[EXERCISE INPUT — start]

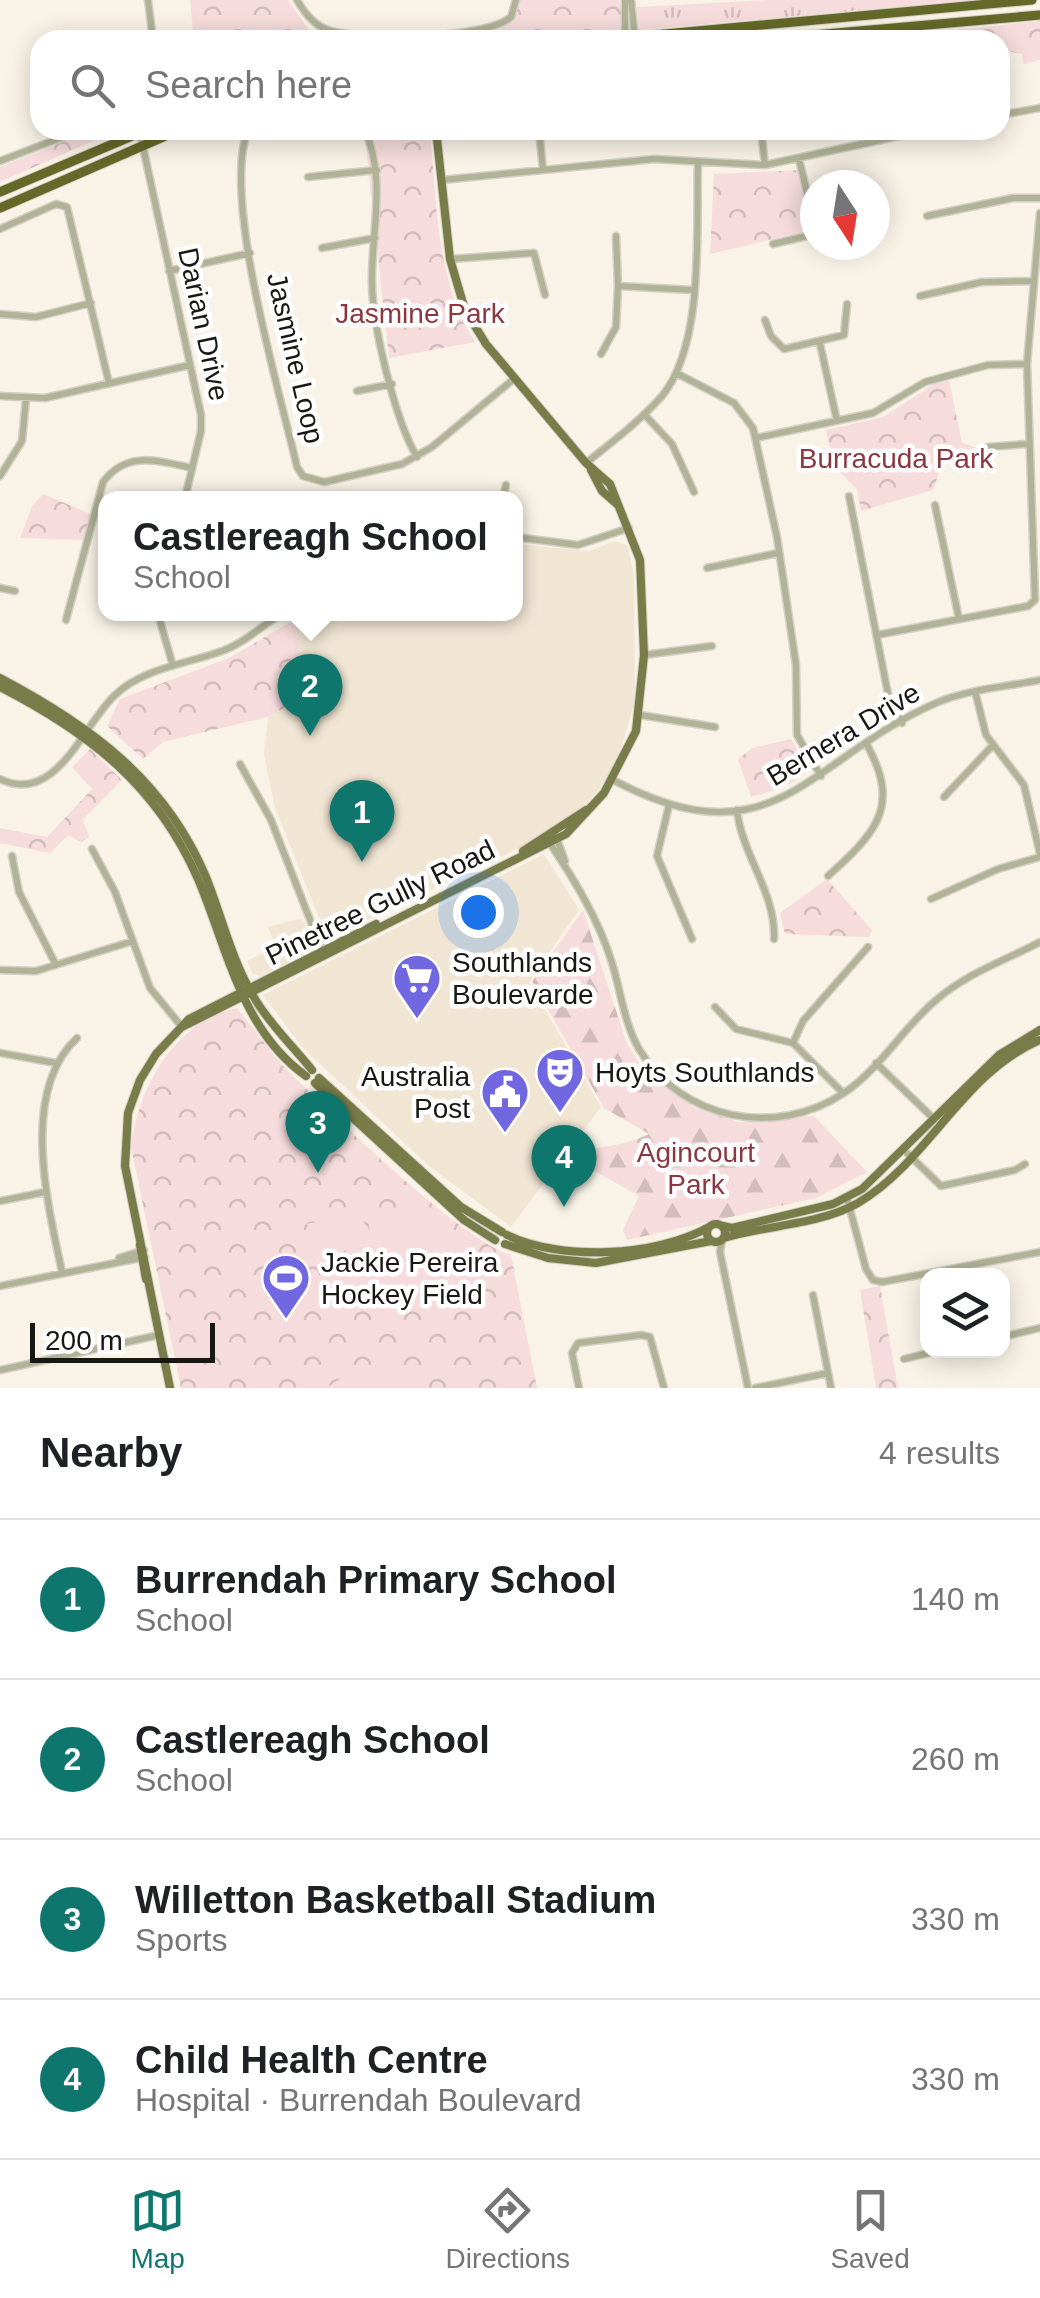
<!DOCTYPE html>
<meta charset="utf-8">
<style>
body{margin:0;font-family:Arial,sans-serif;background:#f6f6f6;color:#202124}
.controls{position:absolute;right:30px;bottom:30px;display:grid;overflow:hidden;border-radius:20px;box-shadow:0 5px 25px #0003}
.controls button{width:90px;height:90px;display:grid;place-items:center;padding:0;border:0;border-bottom:2px solid #e0e0e0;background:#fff;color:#202124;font:50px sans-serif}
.compass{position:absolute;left:800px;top:170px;width:90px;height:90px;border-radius:50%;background:#fff;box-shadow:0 5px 25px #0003;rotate:168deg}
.scale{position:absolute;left:30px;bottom:25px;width:185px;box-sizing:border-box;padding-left:10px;border:5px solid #191713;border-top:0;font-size:28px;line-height:35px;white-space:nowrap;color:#191713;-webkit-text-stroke:8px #fff;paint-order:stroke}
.you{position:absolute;left:478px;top:912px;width:35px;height:35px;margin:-25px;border:8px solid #fff;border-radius:50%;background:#1a73e8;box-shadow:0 0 0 15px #1a73e833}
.badge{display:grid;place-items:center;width:65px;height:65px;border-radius:50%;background:#0f766e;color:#fff;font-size:32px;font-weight:700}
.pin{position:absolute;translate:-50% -82px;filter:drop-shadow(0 2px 5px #0008)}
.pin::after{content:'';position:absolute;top:52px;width:35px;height:30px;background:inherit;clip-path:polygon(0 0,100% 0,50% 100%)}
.popup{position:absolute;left:98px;top:491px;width:425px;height:130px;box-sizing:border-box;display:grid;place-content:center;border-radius:20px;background:#fff;filter:drop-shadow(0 2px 8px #0005);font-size:32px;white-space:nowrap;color:#757577}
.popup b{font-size:38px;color:#202124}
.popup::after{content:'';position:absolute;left:50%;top:100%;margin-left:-20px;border:20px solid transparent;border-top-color:#fff}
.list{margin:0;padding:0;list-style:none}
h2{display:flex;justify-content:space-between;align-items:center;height:130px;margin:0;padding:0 40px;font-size:42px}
h2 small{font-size:32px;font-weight:400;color:#757577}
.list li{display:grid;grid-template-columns:65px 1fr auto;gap:30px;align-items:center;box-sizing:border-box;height:160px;padding:0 40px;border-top:2px solid #e0e0e0}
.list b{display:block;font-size:38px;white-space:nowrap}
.list p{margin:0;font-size:32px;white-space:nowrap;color:#757577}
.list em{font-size:32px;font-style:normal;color:#757577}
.icon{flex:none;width:55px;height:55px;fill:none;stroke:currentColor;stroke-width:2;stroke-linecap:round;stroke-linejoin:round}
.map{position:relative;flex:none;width:1040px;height:1388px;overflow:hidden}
.search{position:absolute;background:#fff;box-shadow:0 5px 25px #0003;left:30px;right:30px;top:30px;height:110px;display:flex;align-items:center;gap:25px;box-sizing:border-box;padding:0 35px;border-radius:30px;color:#757577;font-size:38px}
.sheet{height:770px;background:#fff}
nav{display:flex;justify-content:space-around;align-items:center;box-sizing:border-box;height:140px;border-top:2px solid #e0e0e0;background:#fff;font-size:28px;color:#757577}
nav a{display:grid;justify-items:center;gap:5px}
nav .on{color:#0f766e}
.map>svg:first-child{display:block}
</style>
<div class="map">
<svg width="1040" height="1388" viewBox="0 0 1040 1388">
<defs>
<pattern id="grass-tufts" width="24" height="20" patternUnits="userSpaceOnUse" patternTransform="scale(2.5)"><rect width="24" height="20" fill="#f6dcdc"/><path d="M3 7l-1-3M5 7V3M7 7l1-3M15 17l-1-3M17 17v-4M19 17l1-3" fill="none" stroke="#d2bcbc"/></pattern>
<pattern id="forest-firs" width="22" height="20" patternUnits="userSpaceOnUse" patternTransform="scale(2.5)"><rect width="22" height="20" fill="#f6dcdc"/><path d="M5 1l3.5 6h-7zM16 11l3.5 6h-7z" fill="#d2bcbc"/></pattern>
<pattern id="park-crowns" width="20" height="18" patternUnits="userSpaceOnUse" patternTransform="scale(2.5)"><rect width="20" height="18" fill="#f6dcdc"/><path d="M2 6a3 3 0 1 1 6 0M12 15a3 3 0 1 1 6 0" fill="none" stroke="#d2bcbc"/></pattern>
</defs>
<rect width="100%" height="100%" fill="#f9f3e7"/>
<path fill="#f1e6d4" d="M615 541 628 546 634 576 635 700 619 757 598 791 581 809 534 841 334 936 325 933 275 808 264 755 268 717 290 705 308 706 292 614H515V544L589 551Z
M544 854 579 910 529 982 601 1107 511 1227 430 1167 302 1047 263 995Z
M302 918 315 945 312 951 260 976 253 974 247 961 276 946 268 927Z"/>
<path fill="url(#grass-tufts)" d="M769 0H976L639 30 637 7Z"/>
<path fill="url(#forest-firs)" d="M583 910 627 1044 643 1069 695 1108 738 1122 814 1116 867 1172 816 1198 627 1240 623 1230 639 1196 589 1168 554 1175C587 1138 607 1154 649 1134L604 1108 532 981Z"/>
<path fill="url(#park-crowns)" d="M190 0H288L311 33 354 40 491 33 506 25 519 0H619L624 29 517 40H194Z
M1040 21V60L1023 64 1022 54 1000 50V40L973 36 856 40Z
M93 130H118L0 182V167Z
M364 130H430C437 201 435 280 475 342L389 358Z
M798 170 812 230 710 254 714 174Z
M949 380 962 443 978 448 979 456 942 464 933 490 861 511 857 489C837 473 831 458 826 430L883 417 937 382Z
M43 494 91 514 85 540 20 538 32 506Z
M294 620 308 706 290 705 268 717 163 742 143 759 107 726 120 699 229 658Z
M791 739 810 771 782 788 751 797 738 759 752 748Z
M90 749 122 780 83 819 89 837 81 842 68 835 50 853 0 843V828L47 837 92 789 72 767Z
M827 879 872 930 869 937 785 934 780 913Z
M237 1008C255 1030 272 1055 291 1074 333 1115 462 1241 511 1255L537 1388H181L131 1147C138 1089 173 1022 237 1008Z
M880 1286 898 1388H876L860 1290Z"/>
<path fill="#f6dcdc" d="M427 1206 434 1238 464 1232 471 1265 382 1284 367 1217Z
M362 1212 369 1246 314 1257 307 1224Z
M369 1251 377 1284 341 1292 334 1258Z
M371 1368 395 1372 418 1388H327L350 1372Z"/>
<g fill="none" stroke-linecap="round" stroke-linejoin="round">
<g stroke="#d5d0c5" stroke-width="9">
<path id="minor" d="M148 0 153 40
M297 0C305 14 316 27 331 31 367 40 483 40 511 17L516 0
M625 0V39
M631 0 635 38
M92 40 153 35
M1000 115 1040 108
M248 130C221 197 280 392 297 467L303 476 324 482 402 464 432 447 515 378
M365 130C387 181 371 231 372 284 373 328 395 420 417 457
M539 130 543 170
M761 130 765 165
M865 130 868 143
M140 133 201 415V431L185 498
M799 159 815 227
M0 161 81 130
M308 177 377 170
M442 180 654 159 765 165 927 130
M927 216 1013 198H1040
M0 229 56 204 67 207 109 383
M616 236 618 286
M773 244 815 234
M322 248 375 238
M450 259 534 253 545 295
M169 271 250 253
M920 296 982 282 1032 281
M0 314 36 317 91 303
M338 320 375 313
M765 320 771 336 784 349 844 335 847 304
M820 344 837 421
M601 354 616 327 618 286 693 290
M676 373 734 403 753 428 777 537 796 665 797 735 821 776
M357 391 392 384
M0 396 45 398 190 365
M644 414 672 444 694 492
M756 438 873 413 925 382 988 365 1027 364
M987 447 1027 444
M586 463C612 442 640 421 662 396 705 344 696 228 698 162
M0 476 22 441 26 399
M849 496 889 699 902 723
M503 498 506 485
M935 505 959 619
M515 537 578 545 629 528
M707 568 778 553
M0 588 15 591
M158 614 173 666
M66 620 103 482C127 450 159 461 192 468
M877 635 1028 606 1035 600 1027 364 1040 213
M644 655 712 646
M975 691 986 735 1024 785 1040 854
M640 715 715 727
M240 764 271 820 323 953
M0 779C56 806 83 725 115 695 143 668 187 664 222 651 242 644 258 629 275 618
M613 780C775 865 806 760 936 703 969 689 1005 687 1040 680
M944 797 992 746
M669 805 657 856 692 939
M737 810C742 856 776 892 774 939
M555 834 565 861
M549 842C574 879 599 920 612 963 621 992 624 1023 639 1049 682 1121 776 1138 844 1093 880 1069 902 1029 935 1001 967 973 1004 961 1040 942
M92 849 115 892 150 988 182 1027
M12 856 19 892 56 965
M828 876C874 834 902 808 867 745
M931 899 998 869 1040 857
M0 970 36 971 133 941
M715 1007 736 1029 793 1043 843 1093
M793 1043 803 1021 868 947
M0 1053 56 1063
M876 1063 934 1119
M903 1149 941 1186 1015 1170 1025 1164
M847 1198 866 1269 873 1280 882 1282 1040 1252
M0 1201 45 1192
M722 1240 720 1252 748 1388
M119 1258 144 1250
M62 1272C48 1205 19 1092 77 1038
M0 1286 145 1257
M813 1295 831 1388
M1002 1337 1040 1328
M904 1359 941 1350
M0 1370 159 1335
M579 1388 572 1353 578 1343 641 1335 650 1337 664 1388
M755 1388 828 1373"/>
</g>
<g stroke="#d5d0c5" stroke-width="10">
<path id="major" d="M591 470 602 491 618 505
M0 678C91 726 165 780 206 877 222 917 232 962 255 999 271 1026 293 1046 312 1070
M0 687C88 732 157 785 198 879 227 947 241 1030 306 1076
M523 851 586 810
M182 1027 566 834 604 793 636 731 644 655 640 560 610 484 586 463 486 344 465 310 450 259 436 130
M319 1078 461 1207 502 1232
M315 1083 464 1220 495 1240
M707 1233a9 9 0 1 1 18 0a9 9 0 1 1-18 0Z
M723 1226 732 1228 833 1204 862 1189 999 1055 1040 1030
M507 1235C561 1261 655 1257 709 1227
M724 1238C767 1225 819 1225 858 1203 929 1161 962 1073 1040 1040
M505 1244 548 1258 596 1263 711 1241
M140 1245 146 1279
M170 1388 125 1166 128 1113 140 1080 156 1054 189 1019 376 924"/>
</g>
<g stroke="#d5d0c5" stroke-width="11">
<path id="highway" d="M600 40 1032 0
M756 40 1040 15
M0 192 146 130
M0 208 179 130"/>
</g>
<use href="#minor" stroke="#b0b397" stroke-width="6"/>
<use href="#major" stroke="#787c48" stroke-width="8"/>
<use href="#highway" stroke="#646828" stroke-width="9"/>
</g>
<defs>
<g id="supermarket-pin" transform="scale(2.5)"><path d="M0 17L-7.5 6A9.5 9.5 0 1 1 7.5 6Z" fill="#7067e1" stroke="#fff"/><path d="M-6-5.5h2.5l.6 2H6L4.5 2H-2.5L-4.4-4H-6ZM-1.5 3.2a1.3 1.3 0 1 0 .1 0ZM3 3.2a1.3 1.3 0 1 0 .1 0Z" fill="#fff"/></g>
<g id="theatre-pin" transform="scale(2.5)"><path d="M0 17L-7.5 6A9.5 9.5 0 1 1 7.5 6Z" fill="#7067e1" stroke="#fff"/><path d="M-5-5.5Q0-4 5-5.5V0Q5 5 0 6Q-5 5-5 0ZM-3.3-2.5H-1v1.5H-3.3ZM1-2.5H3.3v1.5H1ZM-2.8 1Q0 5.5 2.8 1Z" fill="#fff"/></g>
<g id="civic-pin" transform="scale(2.5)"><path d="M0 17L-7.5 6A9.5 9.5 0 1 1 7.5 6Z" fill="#7067e1" stroke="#fff"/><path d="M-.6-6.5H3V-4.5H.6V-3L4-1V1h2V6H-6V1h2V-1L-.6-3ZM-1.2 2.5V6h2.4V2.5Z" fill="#fff"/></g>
<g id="stadium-pin" transform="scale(2.5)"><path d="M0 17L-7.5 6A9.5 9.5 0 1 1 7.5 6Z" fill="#7067e1" stroke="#fff"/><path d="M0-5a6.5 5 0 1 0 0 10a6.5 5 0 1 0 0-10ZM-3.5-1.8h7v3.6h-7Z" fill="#fff"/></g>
</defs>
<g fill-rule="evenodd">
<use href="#supermarket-pin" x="417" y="978"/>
<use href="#theatre-pin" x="560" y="1072"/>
<use href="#civic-pin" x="505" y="1092"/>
<use href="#stadium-pin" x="286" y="1278"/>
</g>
<g text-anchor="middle" stroke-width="9" stroke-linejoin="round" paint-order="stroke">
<g font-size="28" fill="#8c373f" stroke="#fff">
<text x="420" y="323">Jasmine Park</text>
<text x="896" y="468">Burracuda Park</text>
<text x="696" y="1162">Agincourt<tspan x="696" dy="32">Park</tspan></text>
</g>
<g font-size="28" fill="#191713" stroke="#fff">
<text transform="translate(204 324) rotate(78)" y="10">Darian Drive</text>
<text transform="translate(296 358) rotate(77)" y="10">Jasmine Loop</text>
<text transform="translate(843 734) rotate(-31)" y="10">Bernera Drive</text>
<text transform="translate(380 902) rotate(-26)" y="10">Pinetree Gully Road</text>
</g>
<g font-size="28" fill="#191713" stroke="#fff" text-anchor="start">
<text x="452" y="972">Southlands<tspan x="452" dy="32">Boulevarde</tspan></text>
<text x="595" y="1082">Hoyts Southlands</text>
<text x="470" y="1086" text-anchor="end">Australia<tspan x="470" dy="32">Post</tspan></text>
<text x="321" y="1272">Jackie Pereira<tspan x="321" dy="32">Hockey Field</tspan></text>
</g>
</g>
</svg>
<div class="controls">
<button><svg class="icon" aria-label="layers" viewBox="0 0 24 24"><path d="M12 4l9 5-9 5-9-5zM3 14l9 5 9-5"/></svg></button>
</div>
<svg class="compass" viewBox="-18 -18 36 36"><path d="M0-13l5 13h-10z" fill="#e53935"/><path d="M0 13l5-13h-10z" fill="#757577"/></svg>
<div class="scale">200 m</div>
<div class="you"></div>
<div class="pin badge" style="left:362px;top:862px">1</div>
<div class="pin badge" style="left:310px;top:736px">2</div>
<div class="popup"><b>Castlereagh School</b>School</div>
<div class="pin badge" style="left:318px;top:1173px">3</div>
<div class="pin badge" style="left:564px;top:1207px">4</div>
<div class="search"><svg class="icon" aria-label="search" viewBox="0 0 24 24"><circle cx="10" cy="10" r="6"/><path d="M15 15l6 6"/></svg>Search here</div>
</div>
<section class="sheet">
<h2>Nearby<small>4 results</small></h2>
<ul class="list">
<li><span class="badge">1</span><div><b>Burrendah Primary School</b><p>School</p></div><em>140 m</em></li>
<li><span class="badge">2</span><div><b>Castlereagh School</b><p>School</p></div><em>260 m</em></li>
<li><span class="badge">3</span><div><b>Willetton Basketball Stadium</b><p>Sports</p></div><em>330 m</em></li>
<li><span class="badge">4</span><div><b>Child Health Centre</b><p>Hospital · Burrendah Boulevard</p></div><em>330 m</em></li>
</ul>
</section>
<nav>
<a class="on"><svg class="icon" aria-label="map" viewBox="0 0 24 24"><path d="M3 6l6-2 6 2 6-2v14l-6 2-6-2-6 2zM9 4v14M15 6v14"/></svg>Map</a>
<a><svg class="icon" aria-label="directions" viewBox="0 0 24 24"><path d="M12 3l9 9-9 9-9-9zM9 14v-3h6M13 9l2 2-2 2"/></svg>Directions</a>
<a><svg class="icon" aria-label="saved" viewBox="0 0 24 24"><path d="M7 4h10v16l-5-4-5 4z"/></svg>Saved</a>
</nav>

[EXERCISE INPUT — finish]

• _INSTRUCTIONS FOR THE TASK_
Please say how many lines of the records contain the word "filter", giving the number by itself.

• _EXERCISE ANSWER_
2